Un pont symbolique devenu pomme de discorde
Conçu pour incarner l'amitié renouvelée entre les États-Unis et le Canada, le pont international Gordie Howe est désormais au cœur d'une controverse inattendue. Dans un message véhément publié sur Truth Social, l'ancien président américain Donald Trump a menacé d'empêcher son ouverture prévue en 2026, exigeant une compensation totale pour les États-Unis.
Des accusations infondées
Donald Trump a vivement critiqué le projet, affirmant que le Canada avait traité les États-Unis "de manière très injuste pendant des décennies" et que le pont avait été construit avec "presque aucune ressource américaine". Il a même suggéré que les États-Unis devraient posséder au moins la moitié de cet ouvrage. Cependant, ces déclarations sont rapidement démenties par les faits.

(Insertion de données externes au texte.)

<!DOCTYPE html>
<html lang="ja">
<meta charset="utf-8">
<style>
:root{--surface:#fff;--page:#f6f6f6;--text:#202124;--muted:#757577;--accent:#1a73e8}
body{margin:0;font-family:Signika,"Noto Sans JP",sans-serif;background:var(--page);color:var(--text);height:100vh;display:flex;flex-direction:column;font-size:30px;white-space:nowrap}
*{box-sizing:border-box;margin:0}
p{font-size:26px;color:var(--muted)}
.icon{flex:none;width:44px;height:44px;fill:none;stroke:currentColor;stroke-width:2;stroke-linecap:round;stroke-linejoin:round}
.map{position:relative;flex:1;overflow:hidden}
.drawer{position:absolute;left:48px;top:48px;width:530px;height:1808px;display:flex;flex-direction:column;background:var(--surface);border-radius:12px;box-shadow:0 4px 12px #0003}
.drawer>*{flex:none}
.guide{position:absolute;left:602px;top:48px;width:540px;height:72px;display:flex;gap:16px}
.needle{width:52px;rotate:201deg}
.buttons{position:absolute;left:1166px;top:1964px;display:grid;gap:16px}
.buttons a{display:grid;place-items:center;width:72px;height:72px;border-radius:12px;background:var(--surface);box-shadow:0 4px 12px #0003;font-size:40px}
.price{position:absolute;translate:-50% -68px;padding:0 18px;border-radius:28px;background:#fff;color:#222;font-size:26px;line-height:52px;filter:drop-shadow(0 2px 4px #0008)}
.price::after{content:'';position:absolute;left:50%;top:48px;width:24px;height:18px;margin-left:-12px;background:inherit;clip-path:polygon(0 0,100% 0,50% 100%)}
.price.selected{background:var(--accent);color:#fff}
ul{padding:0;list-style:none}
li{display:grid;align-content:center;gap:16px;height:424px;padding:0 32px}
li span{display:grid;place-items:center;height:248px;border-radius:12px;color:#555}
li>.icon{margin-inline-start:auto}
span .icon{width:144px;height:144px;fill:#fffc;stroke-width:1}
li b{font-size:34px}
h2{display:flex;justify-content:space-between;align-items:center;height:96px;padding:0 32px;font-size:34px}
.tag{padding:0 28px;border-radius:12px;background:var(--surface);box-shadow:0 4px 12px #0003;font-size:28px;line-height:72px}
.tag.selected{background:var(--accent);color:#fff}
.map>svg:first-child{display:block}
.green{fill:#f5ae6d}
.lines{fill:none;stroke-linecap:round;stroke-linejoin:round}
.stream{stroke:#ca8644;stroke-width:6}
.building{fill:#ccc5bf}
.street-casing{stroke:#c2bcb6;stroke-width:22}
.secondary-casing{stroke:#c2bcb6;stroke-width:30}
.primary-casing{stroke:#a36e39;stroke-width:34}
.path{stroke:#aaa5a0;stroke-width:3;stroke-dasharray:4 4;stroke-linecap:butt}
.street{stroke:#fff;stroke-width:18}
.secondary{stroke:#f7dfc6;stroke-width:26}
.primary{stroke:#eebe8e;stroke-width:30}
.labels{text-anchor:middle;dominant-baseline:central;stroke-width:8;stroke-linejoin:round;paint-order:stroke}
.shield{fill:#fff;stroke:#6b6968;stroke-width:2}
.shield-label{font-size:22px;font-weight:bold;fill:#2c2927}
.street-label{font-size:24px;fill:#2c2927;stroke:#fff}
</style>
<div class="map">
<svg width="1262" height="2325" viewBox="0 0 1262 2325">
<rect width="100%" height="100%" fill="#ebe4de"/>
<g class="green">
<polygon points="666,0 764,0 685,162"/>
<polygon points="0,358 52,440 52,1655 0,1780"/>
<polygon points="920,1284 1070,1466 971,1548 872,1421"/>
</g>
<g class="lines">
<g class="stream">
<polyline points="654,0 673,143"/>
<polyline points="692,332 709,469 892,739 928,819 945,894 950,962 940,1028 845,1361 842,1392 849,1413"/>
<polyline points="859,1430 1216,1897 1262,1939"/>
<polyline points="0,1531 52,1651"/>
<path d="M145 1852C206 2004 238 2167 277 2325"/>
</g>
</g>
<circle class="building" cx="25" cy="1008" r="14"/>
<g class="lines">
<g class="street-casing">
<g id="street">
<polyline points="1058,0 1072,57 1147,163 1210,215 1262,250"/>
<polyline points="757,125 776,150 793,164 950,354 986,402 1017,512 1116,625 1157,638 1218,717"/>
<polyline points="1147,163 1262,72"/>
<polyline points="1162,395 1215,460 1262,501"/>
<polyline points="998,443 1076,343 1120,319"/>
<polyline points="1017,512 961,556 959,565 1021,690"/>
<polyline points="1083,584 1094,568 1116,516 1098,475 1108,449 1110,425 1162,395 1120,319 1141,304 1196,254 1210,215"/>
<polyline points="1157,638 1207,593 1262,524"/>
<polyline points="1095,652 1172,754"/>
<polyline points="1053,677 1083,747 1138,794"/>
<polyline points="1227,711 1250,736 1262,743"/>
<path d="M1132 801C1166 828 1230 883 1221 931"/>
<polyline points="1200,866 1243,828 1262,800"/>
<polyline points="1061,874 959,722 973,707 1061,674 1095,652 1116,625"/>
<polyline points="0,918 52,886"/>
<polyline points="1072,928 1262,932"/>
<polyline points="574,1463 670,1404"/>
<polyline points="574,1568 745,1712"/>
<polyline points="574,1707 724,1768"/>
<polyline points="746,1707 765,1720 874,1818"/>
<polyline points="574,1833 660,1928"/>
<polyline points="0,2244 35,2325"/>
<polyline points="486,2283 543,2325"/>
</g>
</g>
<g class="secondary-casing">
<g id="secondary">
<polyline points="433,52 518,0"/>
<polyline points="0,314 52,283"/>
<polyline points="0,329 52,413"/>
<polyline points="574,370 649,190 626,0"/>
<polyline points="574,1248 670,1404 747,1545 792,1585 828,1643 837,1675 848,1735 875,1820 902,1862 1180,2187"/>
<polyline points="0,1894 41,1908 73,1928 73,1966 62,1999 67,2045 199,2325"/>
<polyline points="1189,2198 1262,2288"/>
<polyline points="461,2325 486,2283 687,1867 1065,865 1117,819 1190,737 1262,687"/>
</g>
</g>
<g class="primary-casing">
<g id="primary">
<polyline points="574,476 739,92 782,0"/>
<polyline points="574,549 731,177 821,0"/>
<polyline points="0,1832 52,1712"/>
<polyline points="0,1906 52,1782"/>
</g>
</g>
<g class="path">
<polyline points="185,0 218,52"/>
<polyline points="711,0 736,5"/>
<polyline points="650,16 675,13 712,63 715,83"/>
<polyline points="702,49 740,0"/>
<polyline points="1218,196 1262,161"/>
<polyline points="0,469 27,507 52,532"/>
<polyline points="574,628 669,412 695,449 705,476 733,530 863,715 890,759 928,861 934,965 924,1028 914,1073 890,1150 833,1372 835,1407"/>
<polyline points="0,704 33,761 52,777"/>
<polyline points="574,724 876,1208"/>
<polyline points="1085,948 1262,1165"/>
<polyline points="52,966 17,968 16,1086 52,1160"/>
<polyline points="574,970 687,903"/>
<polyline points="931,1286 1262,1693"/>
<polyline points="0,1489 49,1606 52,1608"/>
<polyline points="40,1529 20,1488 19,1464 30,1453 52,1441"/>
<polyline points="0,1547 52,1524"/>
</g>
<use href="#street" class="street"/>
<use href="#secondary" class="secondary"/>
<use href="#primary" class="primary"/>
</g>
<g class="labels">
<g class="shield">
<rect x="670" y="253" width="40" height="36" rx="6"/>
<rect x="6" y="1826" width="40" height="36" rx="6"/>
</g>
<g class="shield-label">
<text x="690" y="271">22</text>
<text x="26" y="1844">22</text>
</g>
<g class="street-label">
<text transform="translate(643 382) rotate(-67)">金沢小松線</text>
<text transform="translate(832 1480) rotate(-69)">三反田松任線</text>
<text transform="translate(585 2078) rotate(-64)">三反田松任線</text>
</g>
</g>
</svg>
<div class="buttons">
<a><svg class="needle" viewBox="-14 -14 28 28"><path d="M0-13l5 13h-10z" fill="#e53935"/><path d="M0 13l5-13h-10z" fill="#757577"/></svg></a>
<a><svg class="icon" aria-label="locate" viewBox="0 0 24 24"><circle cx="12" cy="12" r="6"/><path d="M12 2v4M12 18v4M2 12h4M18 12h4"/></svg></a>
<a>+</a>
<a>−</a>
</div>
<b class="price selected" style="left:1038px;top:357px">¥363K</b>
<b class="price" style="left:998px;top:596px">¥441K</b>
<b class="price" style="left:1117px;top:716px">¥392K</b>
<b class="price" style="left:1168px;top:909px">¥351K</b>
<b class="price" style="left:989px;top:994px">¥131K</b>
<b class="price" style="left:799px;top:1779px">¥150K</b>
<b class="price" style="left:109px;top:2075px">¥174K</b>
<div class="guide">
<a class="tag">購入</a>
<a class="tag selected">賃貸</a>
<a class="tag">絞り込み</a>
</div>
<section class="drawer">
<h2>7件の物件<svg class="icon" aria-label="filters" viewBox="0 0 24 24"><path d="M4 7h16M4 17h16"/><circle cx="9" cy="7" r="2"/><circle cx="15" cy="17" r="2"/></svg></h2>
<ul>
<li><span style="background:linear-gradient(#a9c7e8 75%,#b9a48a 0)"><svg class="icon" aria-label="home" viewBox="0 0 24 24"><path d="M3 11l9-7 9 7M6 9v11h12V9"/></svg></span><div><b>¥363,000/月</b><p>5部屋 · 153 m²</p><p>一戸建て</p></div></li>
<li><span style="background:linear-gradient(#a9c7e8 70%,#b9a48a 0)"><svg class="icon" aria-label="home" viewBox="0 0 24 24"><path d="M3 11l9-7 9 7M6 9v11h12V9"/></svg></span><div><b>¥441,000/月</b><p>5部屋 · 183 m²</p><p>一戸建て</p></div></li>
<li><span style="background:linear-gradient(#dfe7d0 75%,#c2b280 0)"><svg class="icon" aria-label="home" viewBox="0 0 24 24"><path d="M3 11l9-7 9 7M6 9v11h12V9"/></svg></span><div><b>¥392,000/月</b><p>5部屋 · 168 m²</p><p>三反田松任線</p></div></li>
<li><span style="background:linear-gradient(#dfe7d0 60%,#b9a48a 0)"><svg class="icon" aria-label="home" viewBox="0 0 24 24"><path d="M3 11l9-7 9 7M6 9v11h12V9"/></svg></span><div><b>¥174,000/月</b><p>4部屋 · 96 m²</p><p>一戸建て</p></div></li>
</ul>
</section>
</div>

Le service de vérification de CNN rappelle que Donald Trump lui-même avait soutenu le projet en 2017 dans une déclaration commune avec le Premier ministre canadien Justin Trudeau, saluant alors le futur pont comme un lien économique vital entre les deux nations. Concernant la propriété, l'ancien gouverneur républicain du Michigan, Rick Snyder, a précisé dans The Detroit News que le Canada a entièrement financé la construction, pour un montant de 6,5 milliards de dollars, et que la propriété est déjà partagée à parts égales entre le Michigan et le Canada.
Les véritables enjeux économiques
Rick Snyder souligne que "le Michigan et les États-Unis ont obtenu leur demi-propriété sans investissement. C'est une bonne affaire". Les coûts seront remboursés via les péages, et les bénéfices futurs seront partagés. Quant à l'acier utilisé, une dérogation au Buy American Act a été accordée en 2012 pour permettre l'utilisation d'acier canadien, puisque le Canada assumait les frais, mais les produits américains ont pu concourir sur un pied d'égalité.
Des pressions derrière la scène
L'opposition soudaine de Donald Trump pourrait s'expliquer par une rencontre révélée par le New York Times. Quelques heures avant son message, le secrétaire américain au commerce Howard Lutnick a rencontré Matthew Moroun, dont la famille exploite depuis des décennies l'Ambassador Bridge, un autre pont entre Détroit et Windsor. La famille Moroun a longtemps œuvré pour freiner le projet du pont Gordie Howe, et cet entretien a abouti à un appel direct avec Trump, bien que le porte-parole du Commerce ait refusé de commenter.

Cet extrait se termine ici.